What is the equation of the line that is normal to #f(x)=(2x-4)^2/e^x# at # x=2 #?

1 Answer
May 13, 2017

The vertical line #x=2#

Explanation:

The normal line passes through the point #(2,f(2))#. Note that #f(2)=(4-4)^2/e^2=0#, to the point is #(2,0)#.

The normal line is perpendicular to the tangent line. So, using the derivative, we can find the slope of the tangent line at #x=2#, then take its opposite reciprocal to find the slope of the normal line.

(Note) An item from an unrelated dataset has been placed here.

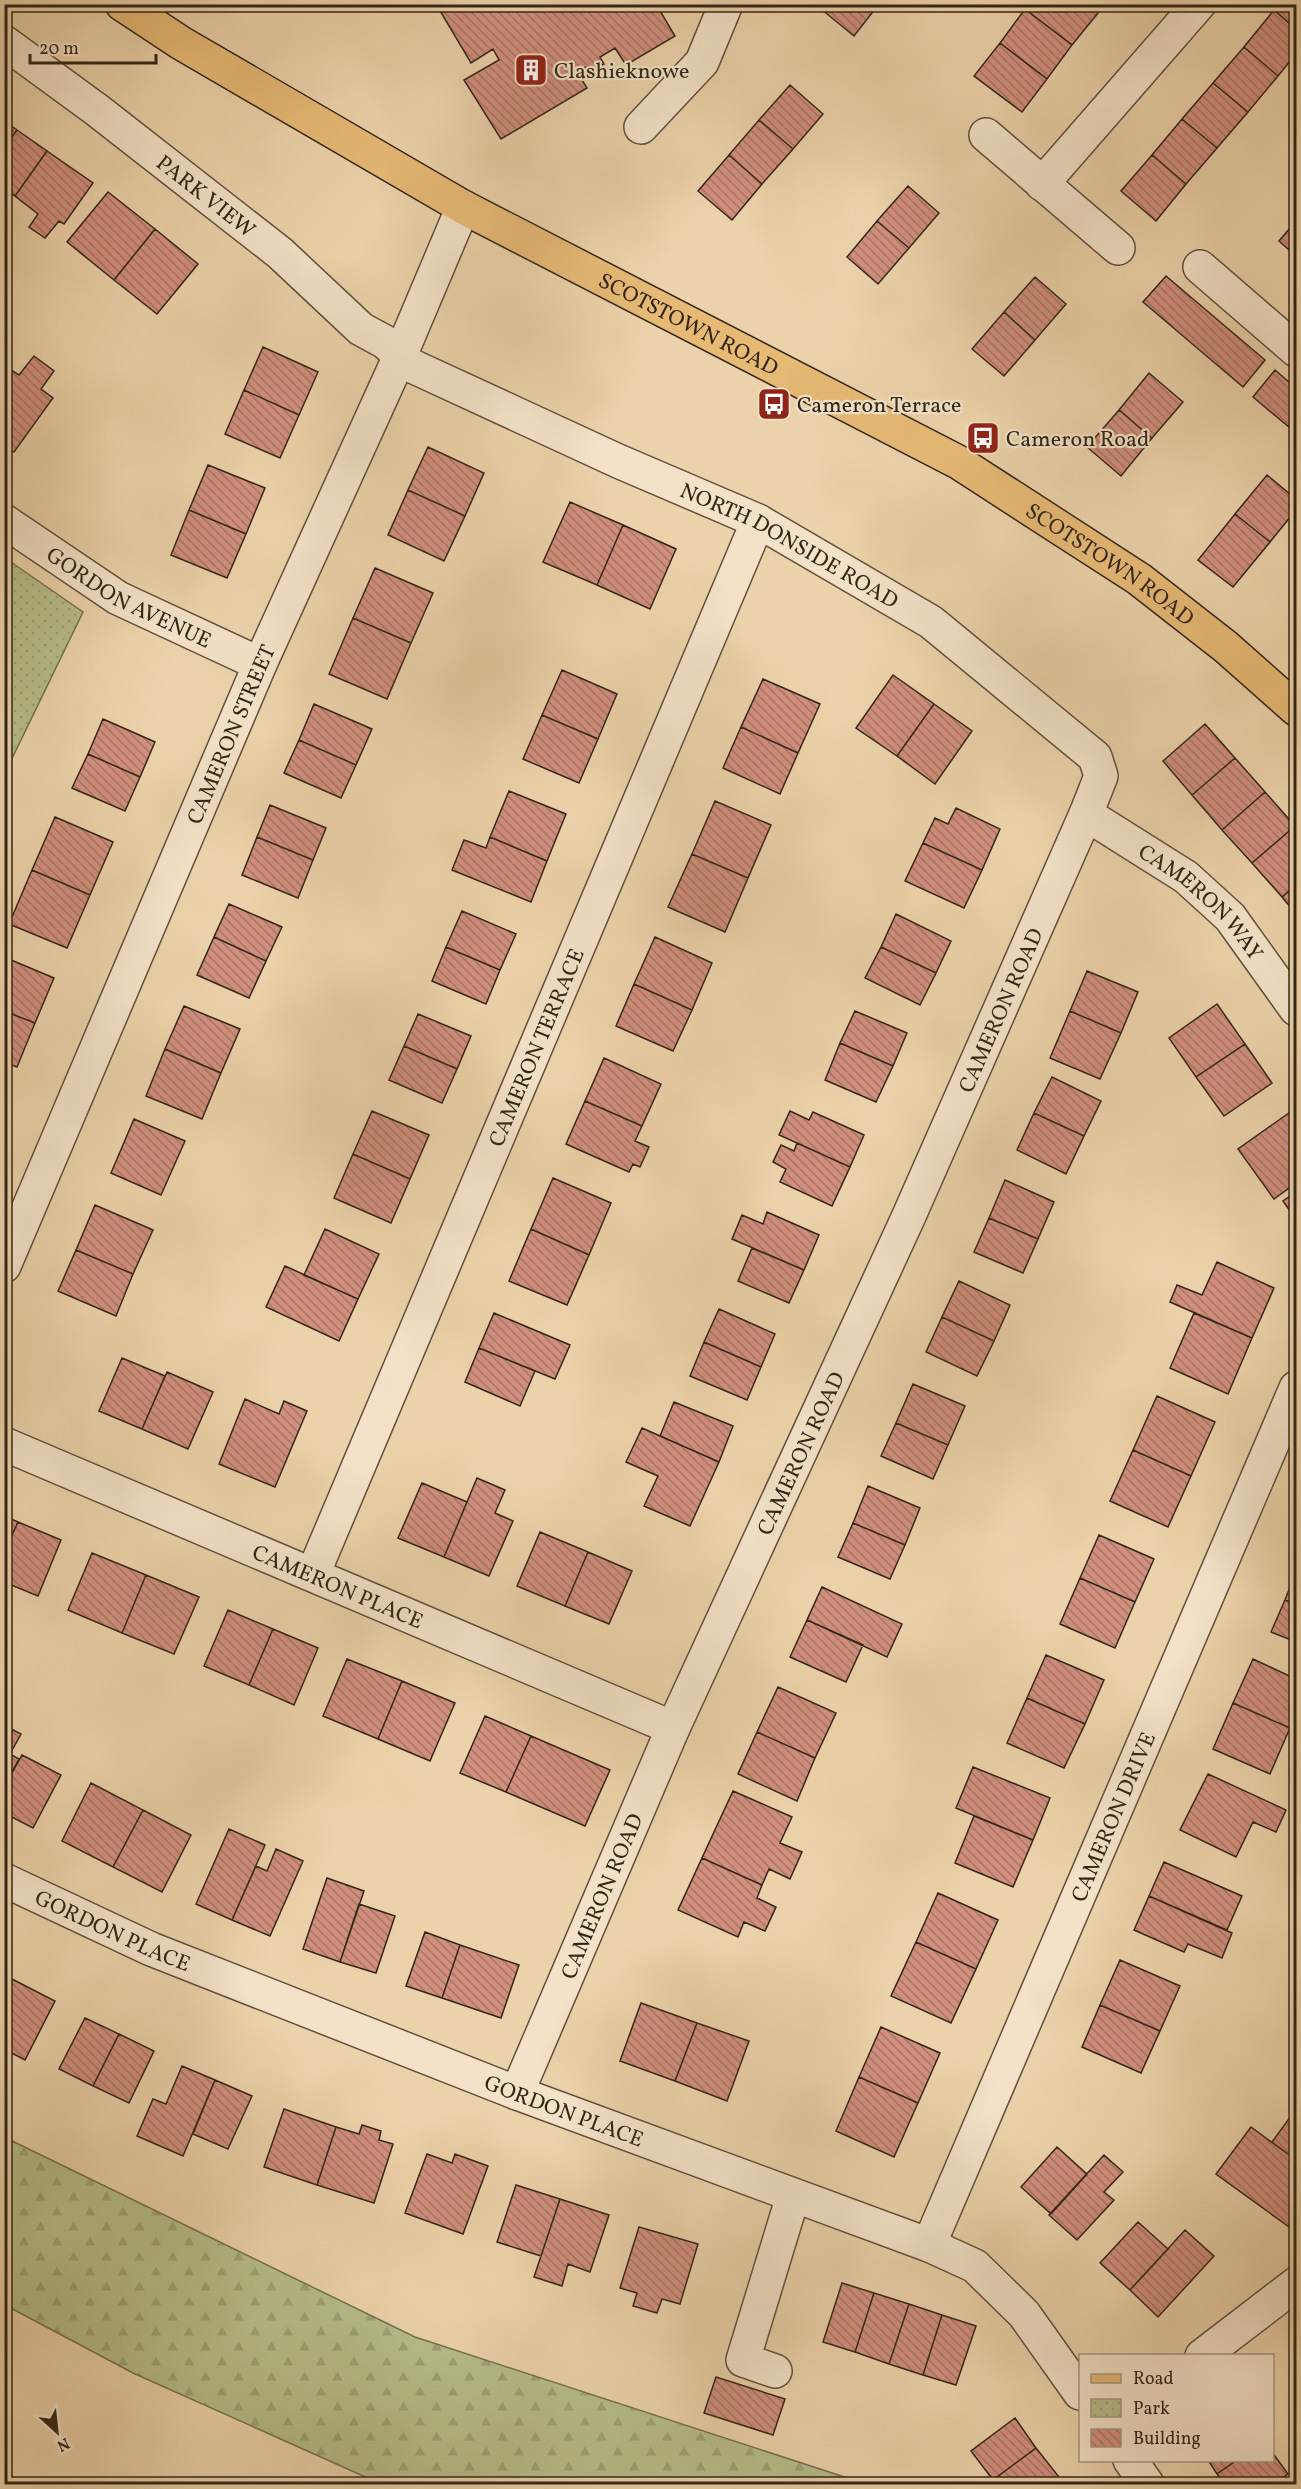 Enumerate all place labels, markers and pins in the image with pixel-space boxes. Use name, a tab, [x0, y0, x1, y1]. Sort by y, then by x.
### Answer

To find this derivative, let's use the quotient rule:

#f'(x)=((d/dx(2x-4)^2)e^x-(2x-4)^2(d/dxe^x))/(e^x)^2#

We'll need the chain rule for #d/dx(2x-4)^2#:

#f'(x)=(2(2x-4)^1(d/dx(2x-4))e^x-(2x-4)^2e^x)/e^(2x)#

Note that #d/dx(2x-4)=2#:

#f'(x)=(4(2x-4)e^x-(2x-4)^2e^x)/e^(2x)#

We can simplify, if we want:

#f'(x)=((2x-4)e^x(4-(2x-4)))/e^(2x)#

#f'(x)=((2x-4)(8-2x))/e^x#

#f'(x)=(4(x-2)(3-x))/e^x#

So we see that #f'(2)=0#. This presents a tiny problem: we can't take the opposite reciprocal of #0#. But, a slope of #0# means that the tangent line is horizontal at #x=2#. Thus, the perpendicular normal line will be a vertical line. The vertical line that passes through the point #(2,0)# is the line #x=2#.